Copy each line of the data below with the word "check".
[[ Input material, beginning ]]
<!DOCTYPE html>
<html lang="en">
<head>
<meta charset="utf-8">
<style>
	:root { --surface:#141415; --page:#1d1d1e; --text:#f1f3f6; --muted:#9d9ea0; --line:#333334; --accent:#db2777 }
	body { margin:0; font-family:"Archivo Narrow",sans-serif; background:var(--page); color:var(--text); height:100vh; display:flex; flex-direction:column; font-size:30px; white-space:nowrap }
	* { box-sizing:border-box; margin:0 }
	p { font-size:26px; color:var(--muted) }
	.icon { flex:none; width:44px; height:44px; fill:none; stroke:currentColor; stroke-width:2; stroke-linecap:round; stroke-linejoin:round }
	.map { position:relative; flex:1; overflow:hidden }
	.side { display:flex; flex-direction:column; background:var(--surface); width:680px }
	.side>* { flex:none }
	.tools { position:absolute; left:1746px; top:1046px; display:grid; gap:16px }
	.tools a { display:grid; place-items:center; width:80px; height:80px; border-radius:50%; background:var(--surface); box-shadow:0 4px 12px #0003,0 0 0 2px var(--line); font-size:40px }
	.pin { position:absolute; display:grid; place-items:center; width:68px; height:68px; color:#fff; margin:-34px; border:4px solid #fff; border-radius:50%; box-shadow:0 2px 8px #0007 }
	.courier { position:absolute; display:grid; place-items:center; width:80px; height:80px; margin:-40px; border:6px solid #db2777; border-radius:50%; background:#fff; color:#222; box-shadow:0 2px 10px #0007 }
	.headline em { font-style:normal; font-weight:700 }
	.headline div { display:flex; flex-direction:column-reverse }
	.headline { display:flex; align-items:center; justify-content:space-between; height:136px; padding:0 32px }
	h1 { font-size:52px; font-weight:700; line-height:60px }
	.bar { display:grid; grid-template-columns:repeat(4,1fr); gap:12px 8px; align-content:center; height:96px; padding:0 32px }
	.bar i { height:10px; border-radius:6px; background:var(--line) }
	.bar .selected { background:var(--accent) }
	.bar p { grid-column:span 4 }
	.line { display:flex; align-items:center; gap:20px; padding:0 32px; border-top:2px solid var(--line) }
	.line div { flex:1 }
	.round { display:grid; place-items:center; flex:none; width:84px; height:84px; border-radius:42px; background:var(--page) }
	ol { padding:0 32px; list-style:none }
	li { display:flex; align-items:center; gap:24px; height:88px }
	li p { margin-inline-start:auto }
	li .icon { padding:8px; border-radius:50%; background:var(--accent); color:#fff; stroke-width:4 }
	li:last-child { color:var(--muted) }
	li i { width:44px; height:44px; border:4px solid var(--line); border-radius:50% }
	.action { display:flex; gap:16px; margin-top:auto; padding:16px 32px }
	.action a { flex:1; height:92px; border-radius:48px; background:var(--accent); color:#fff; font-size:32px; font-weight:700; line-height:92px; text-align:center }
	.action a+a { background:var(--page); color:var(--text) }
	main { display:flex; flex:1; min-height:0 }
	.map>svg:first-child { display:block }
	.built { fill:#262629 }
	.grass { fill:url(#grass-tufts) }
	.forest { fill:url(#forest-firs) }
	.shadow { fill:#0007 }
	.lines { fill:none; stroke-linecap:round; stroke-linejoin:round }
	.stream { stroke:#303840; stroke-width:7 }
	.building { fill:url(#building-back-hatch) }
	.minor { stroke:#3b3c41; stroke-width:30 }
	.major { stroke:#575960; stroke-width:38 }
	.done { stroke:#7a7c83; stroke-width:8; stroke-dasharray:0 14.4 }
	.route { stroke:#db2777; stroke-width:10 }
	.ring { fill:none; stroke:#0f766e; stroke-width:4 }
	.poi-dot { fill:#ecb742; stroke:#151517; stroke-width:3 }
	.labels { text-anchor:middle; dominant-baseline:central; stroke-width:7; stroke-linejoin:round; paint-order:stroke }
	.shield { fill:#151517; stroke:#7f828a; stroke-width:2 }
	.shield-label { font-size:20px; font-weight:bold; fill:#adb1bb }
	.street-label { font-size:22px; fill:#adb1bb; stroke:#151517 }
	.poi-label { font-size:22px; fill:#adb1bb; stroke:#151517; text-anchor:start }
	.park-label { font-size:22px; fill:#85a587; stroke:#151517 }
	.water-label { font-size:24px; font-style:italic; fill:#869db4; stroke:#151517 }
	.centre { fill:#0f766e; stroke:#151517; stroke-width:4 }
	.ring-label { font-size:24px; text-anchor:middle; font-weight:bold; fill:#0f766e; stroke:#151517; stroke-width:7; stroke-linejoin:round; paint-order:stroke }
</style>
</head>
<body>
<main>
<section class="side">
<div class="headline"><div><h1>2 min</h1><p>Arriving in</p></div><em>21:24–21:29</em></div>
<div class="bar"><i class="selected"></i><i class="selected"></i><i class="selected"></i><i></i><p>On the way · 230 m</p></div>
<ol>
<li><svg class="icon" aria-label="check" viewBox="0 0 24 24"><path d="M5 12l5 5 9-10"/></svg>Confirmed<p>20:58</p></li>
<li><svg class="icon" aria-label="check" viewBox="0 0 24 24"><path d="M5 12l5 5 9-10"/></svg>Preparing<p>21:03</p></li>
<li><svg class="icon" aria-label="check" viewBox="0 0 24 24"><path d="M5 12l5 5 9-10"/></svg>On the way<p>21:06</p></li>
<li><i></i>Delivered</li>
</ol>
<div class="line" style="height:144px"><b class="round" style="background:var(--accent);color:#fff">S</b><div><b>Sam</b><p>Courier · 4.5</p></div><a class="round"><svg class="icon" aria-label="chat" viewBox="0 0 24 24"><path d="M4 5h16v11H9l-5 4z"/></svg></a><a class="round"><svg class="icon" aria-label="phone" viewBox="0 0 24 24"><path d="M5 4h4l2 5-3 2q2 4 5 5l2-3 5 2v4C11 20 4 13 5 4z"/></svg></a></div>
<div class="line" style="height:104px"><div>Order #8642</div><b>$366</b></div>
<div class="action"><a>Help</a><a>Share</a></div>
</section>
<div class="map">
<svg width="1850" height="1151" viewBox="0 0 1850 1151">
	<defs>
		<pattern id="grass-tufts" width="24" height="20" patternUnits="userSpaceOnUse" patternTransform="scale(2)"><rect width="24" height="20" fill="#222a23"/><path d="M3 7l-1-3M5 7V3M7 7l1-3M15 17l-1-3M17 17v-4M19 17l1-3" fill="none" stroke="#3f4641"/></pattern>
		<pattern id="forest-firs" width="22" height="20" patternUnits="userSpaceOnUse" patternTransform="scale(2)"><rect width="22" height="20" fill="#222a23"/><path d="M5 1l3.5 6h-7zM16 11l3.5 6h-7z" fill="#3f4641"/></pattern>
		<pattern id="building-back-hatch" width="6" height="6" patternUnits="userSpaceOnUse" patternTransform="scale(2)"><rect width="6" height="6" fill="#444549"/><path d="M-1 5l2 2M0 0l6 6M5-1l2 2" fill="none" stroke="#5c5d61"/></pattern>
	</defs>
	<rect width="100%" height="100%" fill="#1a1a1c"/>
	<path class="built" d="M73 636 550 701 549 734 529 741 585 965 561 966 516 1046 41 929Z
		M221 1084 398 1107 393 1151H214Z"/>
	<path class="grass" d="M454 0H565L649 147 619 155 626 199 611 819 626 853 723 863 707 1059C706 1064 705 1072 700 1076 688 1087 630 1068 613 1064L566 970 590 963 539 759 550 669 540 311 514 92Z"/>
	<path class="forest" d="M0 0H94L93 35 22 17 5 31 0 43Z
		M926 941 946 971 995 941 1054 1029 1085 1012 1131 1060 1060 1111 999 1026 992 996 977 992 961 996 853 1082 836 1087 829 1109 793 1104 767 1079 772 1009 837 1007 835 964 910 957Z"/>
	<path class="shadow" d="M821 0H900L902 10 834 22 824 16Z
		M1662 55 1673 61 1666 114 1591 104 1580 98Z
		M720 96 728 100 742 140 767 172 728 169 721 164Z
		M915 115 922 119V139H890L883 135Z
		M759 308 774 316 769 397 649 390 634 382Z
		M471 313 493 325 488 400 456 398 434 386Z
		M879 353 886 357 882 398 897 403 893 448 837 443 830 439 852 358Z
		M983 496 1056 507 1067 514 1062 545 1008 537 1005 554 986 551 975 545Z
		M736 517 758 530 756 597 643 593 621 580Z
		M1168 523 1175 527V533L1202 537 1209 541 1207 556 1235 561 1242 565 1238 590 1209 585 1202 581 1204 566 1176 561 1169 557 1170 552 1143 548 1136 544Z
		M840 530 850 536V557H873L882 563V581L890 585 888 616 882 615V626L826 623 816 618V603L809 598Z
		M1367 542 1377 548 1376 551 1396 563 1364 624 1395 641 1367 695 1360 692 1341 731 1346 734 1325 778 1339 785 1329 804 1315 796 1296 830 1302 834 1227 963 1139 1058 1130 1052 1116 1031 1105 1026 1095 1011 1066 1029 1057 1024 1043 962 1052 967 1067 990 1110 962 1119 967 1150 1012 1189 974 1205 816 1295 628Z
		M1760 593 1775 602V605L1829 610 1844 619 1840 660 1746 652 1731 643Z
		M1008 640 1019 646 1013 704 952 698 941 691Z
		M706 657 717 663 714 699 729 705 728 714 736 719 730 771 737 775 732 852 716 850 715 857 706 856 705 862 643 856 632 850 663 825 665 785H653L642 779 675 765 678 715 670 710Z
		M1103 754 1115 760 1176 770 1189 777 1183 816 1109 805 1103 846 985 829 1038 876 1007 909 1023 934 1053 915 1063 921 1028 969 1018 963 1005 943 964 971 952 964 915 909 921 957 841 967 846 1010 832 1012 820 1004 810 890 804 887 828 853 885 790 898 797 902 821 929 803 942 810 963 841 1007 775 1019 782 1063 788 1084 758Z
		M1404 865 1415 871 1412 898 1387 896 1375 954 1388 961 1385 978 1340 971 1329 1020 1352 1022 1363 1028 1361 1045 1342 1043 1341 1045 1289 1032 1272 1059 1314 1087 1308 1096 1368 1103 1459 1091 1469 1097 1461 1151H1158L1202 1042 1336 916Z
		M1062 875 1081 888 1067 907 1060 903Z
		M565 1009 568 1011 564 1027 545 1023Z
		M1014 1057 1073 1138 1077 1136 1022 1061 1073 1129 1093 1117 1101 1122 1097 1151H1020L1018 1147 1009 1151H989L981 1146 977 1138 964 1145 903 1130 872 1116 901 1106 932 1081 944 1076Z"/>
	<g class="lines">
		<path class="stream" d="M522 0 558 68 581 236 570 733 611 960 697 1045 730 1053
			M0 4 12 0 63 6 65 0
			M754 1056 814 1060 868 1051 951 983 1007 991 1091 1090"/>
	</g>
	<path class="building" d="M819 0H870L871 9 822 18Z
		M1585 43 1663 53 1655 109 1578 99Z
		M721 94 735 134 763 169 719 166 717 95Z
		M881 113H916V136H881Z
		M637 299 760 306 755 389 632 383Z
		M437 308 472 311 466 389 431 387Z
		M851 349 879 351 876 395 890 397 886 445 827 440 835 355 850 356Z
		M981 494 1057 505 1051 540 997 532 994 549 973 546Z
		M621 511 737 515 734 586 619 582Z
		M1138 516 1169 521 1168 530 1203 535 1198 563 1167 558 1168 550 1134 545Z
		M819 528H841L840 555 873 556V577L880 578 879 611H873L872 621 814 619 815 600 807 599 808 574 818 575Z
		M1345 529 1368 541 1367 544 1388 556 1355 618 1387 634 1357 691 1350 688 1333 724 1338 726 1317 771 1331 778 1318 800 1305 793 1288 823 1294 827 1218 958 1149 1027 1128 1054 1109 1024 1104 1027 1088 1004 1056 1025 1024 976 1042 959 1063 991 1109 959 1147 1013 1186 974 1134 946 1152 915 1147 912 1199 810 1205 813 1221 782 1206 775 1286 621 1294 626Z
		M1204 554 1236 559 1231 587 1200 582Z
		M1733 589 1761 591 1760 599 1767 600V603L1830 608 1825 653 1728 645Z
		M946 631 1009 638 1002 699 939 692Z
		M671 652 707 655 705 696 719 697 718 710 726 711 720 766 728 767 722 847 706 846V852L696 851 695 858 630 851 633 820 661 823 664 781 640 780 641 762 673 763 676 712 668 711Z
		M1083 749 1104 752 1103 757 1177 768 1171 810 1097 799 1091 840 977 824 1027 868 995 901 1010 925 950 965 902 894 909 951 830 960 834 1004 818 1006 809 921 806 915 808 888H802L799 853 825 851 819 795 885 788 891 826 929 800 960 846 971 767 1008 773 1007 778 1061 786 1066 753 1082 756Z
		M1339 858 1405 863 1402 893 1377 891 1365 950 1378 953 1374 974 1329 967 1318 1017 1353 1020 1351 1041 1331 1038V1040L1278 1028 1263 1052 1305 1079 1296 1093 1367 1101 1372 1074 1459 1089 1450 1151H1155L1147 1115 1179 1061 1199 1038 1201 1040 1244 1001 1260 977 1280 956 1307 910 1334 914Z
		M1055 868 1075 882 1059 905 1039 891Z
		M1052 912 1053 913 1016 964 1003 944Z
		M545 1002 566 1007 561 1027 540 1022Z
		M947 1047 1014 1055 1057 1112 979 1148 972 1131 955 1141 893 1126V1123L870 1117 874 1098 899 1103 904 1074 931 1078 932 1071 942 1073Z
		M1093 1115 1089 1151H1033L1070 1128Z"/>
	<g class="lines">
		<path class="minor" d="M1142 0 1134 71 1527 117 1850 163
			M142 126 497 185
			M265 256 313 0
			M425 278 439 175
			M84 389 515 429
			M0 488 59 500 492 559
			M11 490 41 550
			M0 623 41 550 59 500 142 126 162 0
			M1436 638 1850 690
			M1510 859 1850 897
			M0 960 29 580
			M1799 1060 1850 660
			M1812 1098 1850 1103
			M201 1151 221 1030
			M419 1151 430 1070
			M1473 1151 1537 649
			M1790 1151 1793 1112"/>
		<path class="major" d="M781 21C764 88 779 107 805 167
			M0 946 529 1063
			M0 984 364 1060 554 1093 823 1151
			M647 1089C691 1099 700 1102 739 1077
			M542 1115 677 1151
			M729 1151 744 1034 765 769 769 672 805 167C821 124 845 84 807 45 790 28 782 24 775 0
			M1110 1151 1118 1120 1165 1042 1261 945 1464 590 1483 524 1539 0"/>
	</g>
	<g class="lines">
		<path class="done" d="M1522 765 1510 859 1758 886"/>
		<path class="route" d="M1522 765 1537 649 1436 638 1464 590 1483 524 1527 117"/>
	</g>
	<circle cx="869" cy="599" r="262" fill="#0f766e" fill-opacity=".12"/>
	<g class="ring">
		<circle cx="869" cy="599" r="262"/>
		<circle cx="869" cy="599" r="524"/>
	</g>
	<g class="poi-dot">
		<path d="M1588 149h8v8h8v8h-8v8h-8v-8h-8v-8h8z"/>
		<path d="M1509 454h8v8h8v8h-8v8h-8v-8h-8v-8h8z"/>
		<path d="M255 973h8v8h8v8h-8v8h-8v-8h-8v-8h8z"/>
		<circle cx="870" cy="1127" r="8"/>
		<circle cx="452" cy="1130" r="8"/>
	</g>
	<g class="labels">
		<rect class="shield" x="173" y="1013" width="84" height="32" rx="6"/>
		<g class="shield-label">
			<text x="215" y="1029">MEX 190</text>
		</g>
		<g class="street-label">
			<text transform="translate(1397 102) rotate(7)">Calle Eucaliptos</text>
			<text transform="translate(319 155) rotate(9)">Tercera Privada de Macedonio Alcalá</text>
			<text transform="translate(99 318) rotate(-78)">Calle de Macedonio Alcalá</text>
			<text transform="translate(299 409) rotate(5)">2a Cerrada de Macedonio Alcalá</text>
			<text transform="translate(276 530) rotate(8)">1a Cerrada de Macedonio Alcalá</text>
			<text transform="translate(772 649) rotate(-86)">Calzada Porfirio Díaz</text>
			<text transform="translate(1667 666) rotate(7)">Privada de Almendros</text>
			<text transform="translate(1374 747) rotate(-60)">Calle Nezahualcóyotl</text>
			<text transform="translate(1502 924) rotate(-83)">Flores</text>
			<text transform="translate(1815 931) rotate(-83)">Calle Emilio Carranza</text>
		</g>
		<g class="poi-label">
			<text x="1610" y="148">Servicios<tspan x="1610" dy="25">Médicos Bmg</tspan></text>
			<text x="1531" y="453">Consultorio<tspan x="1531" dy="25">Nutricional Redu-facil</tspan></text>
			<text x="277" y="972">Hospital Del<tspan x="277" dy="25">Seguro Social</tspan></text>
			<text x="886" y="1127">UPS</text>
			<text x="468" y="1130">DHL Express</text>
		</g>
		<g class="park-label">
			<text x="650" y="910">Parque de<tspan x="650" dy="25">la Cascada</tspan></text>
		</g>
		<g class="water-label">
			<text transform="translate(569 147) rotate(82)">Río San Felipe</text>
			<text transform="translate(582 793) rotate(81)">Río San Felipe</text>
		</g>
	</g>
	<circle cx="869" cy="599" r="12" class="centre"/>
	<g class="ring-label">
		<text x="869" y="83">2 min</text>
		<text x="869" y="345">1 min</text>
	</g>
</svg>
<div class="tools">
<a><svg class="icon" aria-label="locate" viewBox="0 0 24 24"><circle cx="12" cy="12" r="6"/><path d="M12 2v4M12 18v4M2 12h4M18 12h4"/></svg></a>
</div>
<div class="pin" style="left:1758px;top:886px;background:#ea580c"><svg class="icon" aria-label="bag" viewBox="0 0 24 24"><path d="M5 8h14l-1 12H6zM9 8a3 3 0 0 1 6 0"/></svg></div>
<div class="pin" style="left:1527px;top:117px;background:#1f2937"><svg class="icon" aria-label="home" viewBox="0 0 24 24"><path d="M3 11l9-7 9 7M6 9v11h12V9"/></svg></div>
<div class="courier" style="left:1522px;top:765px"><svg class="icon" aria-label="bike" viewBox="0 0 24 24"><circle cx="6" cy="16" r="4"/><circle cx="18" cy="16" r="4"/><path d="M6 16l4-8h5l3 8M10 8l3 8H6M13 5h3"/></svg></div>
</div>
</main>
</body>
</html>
[[ Input material, end ]]
Solution below |
<li><svg class="icon" aria-label="check" viewBox="0 0 24 24"><path d="M5 12l5 5 9-10"/></svg>Confirmed<p>20:58</p></li>
<li><svg class="icon" aria-label="check" viewBox="0 0 24 24"><path d="M5 12l5 5 9-10"/></svg>Preparing<p>21:03</p></li>
<li><svg class="icon" aria-label="check" viewBox="0 0 24 24"><path d="M5 12l5 5 9-10"/></svg>On the way<p>21:06</p></li>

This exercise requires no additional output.